Given data:
__________________________________________________

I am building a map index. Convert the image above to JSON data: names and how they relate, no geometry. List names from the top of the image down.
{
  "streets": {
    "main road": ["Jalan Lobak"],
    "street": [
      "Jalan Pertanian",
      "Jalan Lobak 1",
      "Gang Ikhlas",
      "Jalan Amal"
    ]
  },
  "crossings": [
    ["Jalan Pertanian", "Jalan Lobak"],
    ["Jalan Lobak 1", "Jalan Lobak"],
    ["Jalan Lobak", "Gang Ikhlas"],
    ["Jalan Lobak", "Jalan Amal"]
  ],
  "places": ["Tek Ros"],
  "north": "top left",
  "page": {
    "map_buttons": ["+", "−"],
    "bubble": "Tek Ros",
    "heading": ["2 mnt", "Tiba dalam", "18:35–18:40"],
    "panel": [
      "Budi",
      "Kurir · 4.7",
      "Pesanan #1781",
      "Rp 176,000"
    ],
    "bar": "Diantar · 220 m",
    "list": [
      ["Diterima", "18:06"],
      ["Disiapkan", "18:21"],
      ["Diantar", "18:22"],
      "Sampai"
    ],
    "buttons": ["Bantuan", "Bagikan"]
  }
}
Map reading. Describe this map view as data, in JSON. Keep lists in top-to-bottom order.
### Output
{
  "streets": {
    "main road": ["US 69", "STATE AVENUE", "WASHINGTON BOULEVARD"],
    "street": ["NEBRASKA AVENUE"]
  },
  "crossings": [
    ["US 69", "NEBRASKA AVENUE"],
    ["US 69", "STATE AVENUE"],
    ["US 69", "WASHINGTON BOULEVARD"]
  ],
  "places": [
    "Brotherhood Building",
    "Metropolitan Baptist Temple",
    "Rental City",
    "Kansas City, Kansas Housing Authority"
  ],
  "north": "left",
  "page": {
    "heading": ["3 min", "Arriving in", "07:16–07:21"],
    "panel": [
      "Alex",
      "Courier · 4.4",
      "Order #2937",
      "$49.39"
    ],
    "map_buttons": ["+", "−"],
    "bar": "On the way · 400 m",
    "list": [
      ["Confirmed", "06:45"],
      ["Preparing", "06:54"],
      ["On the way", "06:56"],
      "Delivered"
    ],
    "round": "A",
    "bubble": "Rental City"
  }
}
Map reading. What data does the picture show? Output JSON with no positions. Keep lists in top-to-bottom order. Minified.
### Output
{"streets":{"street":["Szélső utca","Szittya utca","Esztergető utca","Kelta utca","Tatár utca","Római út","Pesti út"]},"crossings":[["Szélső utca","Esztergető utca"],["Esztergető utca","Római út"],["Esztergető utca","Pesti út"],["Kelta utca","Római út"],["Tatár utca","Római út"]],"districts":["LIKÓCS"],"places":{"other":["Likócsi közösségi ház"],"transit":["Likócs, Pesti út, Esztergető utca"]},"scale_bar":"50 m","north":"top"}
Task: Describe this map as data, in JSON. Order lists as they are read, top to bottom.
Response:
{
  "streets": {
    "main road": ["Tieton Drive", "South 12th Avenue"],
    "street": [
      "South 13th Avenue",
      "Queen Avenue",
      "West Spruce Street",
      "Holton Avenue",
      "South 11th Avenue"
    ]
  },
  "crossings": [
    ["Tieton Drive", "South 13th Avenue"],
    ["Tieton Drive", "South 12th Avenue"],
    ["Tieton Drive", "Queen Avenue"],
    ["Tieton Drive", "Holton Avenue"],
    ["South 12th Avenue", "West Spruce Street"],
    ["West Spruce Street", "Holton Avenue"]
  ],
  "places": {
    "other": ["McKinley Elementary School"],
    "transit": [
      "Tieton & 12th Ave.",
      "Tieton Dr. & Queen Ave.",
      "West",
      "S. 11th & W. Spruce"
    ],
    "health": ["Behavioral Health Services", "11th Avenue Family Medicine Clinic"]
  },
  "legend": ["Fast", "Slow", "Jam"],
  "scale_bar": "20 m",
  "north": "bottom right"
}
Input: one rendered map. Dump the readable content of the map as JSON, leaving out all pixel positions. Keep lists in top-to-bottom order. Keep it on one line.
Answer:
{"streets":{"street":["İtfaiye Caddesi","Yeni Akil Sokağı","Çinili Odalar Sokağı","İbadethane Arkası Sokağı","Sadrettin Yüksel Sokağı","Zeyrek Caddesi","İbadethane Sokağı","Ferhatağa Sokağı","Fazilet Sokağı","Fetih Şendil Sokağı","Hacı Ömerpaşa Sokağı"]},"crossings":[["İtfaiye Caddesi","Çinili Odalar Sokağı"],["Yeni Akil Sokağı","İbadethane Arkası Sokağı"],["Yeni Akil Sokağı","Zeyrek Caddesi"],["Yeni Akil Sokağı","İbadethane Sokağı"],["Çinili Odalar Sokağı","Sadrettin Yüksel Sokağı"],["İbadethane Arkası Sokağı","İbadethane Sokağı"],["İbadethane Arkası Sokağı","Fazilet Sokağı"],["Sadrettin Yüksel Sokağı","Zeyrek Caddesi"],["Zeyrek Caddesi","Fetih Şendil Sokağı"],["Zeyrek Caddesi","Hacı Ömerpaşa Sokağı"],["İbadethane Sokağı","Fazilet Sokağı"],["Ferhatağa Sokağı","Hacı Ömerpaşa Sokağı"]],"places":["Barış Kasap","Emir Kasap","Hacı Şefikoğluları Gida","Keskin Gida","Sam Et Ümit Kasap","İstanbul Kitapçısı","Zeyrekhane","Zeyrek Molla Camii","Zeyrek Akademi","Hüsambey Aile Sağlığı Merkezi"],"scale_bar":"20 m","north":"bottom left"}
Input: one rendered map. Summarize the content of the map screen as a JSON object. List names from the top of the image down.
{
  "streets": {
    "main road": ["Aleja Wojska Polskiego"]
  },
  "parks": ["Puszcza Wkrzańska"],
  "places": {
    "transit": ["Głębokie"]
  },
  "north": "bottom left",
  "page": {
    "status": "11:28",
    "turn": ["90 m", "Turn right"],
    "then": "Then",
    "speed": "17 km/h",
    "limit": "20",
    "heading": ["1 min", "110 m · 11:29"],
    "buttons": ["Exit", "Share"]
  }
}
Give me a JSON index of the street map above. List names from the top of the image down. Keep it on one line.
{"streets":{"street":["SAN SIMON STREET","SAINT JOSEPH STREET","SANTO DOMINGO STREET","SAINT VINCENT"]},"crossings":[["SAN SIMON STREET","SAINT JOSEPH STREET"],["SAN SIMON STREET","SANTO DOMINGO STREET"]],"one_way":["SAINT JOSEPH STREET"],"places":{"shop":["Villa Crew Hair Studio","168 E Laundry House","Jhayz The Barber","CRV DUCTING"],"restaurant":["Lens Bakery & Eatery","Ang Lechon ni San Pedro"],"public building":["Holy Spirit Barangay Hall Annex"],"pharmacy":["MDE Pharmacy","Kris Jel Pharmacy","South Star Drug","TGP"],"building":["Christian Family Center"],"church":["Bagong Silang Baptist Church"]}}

__________________________________________________

What the task asks: An exact copy of every record is required here.

Output below:
I am building a map index. Convert the image above to JSON data: names and how they relate, no geometry. List names from the top of the image down.
{
  "streets": {
    "main road": ["Jalan Lobak"],
    "street": [
      "Jalan Pertanian",
      "Jalan Lobak 1",
      "Gang Ikhlas",
      "Jalan Amal"
    ]
  },
  "crossings": [
    ["Jalan Pertanian", "Jalan Lobak"],
    ["Jalan Lobak 1", "Jalan Lobak"],
    ["Jalan Lobak", "Gang Ikhlas"],
    ["Jalan Lobak", "Jalan Amal"]
  ],
  "places": ["Tek Ros"],
  "north": "top left",
  "page": {
    "map_buttons": ["+", "−"],
    "bubble": "Tek Ros",
    "heading": ["2 mnt", "Tiba dalam", "18:35–18:40"],
    "panel": [
      "Budi",
      "Kurir · 4.7",
      "Pesanan #1781",
      "Rp 176,000"
    ],
    "bar": "Diantar · 220 m",
    "list": [
      ["Diterima", "18:06"],
      ["Disiapkan", "18:21"],
      ["Diantar", "18:22"],
      "Sampai"
    ],
    "buttons": ["Bantuan", "Bagikan"]
  }
}
Map reading. Describe this map view as data, in JSON. Keep lists in top-to-bottom order.
### Output
{
  "streets": {
    "main road": ["US 69", "STATE AVENUE", "WASHINGTON BOULEVARD"],
    "street": ["NEBRASKA AVENUE"]
  },
  "crossings": [
    ["US 69", "NEBRASKA AVENUE"],
    ["US 69", "STATE AVENUE"],
    ["US 69", "WASHINGTON BOULEVARD"]
  ],
  "places": [
    "Brotherhood Building",
    "Metropolitan Baptist Temple",
    "Rental City",
    "Kansas City, Kansas Housing Authority"
  ],
  "north": "left",
  "page": {
    "heading": ["3 min", "Arriving in", "07:16–07:21"],
    "panel": [
      "Alex",
      "Courier · 4.4",
      "Order #2937",
      "$49.39"
    ],
    "map_buttons": ["+", "−"],
    "bar": "On the way · 400 m",
    "list": [
      ["Confirmed", "06:45"],
      ["Preparing", "06:54"],
      ["On the way", "06:56"],
      "Delivered"
    ],
    "round": "A",
    "bubble": "Rental City"
  }
}
Map reading. What data does the picture show? Output JSON with no positions. Keep lists in top-to-bottom order. Minified.
### Output
{"streets":{"street":["Szélső utca","Szittya utca","Esztergető utca","Kelta utca","Tatár utca","Római út","Pesti út"]},"crossings":[["Szélső utca","Esztergető utca"],["Esztergető utca","Római út"],["Esztergető utca","Pesti út"],["Kelta utca","Római út"],["Tatár utca","Római út"]],"districts":["LIKÓCS"],"places":{"other":["Likócsi közösségi ház"],"transit":["Likócs, Pesti út, Esztergető utca"]},"scale_bar":"50 m","north":"top"}
Task: Describe this map as data, in JSON. Order lists as they are read, top to bottom.
Response:
{
  "streets": {
    "main road": ["Tieton Drive", "South 12th Avenue"],
    "street": [
      "South 13th Avenue",
      "Queen Avenue",
      "West Spruce Street",
      "Holton Avenue",
      "South 11th Avenue"
    ]
  },
  "crossings": [
    ["Tieton Drive", "South 13th Avenue"],
    ["Tieton Drive", "South 12th Avenue"],
    ["Tieton Drive", "Queen Avenue"],
    ["Tieton Drive", "Holton Avenue"],
    ["South 12th Avenue", "West Spruce Street"],
    ["West Spruce Street", "Holton Avenue"]
  ],
  "places": {
    "other": ["McKinley Elementary School"],
    "transit": [
      "Tieton & 12th Ave.",
      "Tieton Dr. & Queen Ave.",
      "West",
      "S. 11th & W. Spruce"
    ],
    "health": ["Behavioral Health Services", "11th Avenue Family Medicine Clinic"]
  },
  "legend": ["Fast", "Slow", "Jam"],
  "scale_bar": "20 m",
  "north": "bottom right"
}
Input: one rendered map. Dump the readable content of the map as JSON, leaving out all pixel positions. Keep lists in top-to-bottom order. Keep it on one line.
Answer:
{"streets":{"street":["İtfaiye Caddesi","Yeni Akil Sokağı","Çinili Odalar Sokağı","İbadethane Arkası Sokağı","Sadrettin Yüksel Sokağı","Zeyrek Caddesi","İbadethane Sokağı","Ferhatağa Sokağı","Fazilet Sokağı","Fetih Şendil Sokağı","Hacı Ömerpaşa Sokağı"]},"crossings":[["İtfaiye Caddesi","Çinili Odalar Sokağı"],["Yeni Akil Sokağı","İbadethane Arkası Sokağı"],["Yeni Akil Sokağı","Zeyrek Caddesi"],["Yeni Akil Sokağı","İbadethane Sokağı"],["Çinili Odalar Sokağı","Sadrettin Yüksel Sokağı"],["İbadethane Arkası Sokağı","İbadethane Sokağı"],["İbadethane Arkası Sokağı","Fazilet Sokağı"],["Sadrettin Yüksel Sokağı","Zeyrek Caddesi"],["Zeyrek Caddesi","Fetih Şendil Sokağı"],["Zeyrek Caddesi","Hacı Ömerpaşa Sokağı"],["İbadethane Sokağı","Fazilet Sokağı"],["Ferhatağa Sokağı","Hacı Ömerpaşa Sokağı"]],"places":["Barış Kasap","Emir Kasap","Hacı Şefikoğluları Gida","Keskin Gida","Sam Et Ümit Kasap","İstanbul Kitapçısı","Zeyrekhane","Zeyrek Molla Camii","Zeyrek Akademi","Hüsambey Aile Sağlığı Merkezi"],"scale_bar":"20 m","north":"bottom left"}
Input: one rendered map. Summarize the content of the map screen as a JSON object. List names from the top of the image down.
{
  "streets": {
    "main road": ["Aleja Wojska Polskiego"]
  },
  "parks": ["Puszcza Wkrzańska"],
  "places": {
    "transit": ["Głębokie"]
  },
  "north": "bottom left",
  "page": {
    "status": "11:28",
    "turn": ["90 m", "Turn right"],
    "then": "Then",
    "speed": "17 km/h",
    "limit": "20",
    "heading": ["1 min", "110 m · 11:29"],
    "buttons": ["Exit", "Share"]
  }
}
Give me a JSON index of the street map above. List names from the top of the image down. Keep it on one line.
{"streets":{"street":["SAN SIMON STREET","SAINT JOSEPH STREET","SANTO DOMINGO STREET","SAINT VINCENT"]},"crossings":[["SAN SIMON STREET","SAINT JOSEPH STREET"],["SAN SIMON STREET","SANTO DOMINGO STREET"]],"one_way":["SAINT JOSEPH STREET"],"places":{"shop":["Villa Crew Hair Studio","168 E Laundry House","Jhayz The Barber","CRV DUCTING"],"restaurant":["Lens Bakery & Eatery","Ang Lechon ni San Pedro"],"public building":["Holy Spirit Barangay Hall Annex"],"pharmacy":["MDE Pharmacy","Kris Jel Pharmacy","South Star Drug","TGP"],"building":["Christian Family Center"],"church":["Bagong Silang Baptist Church"]}}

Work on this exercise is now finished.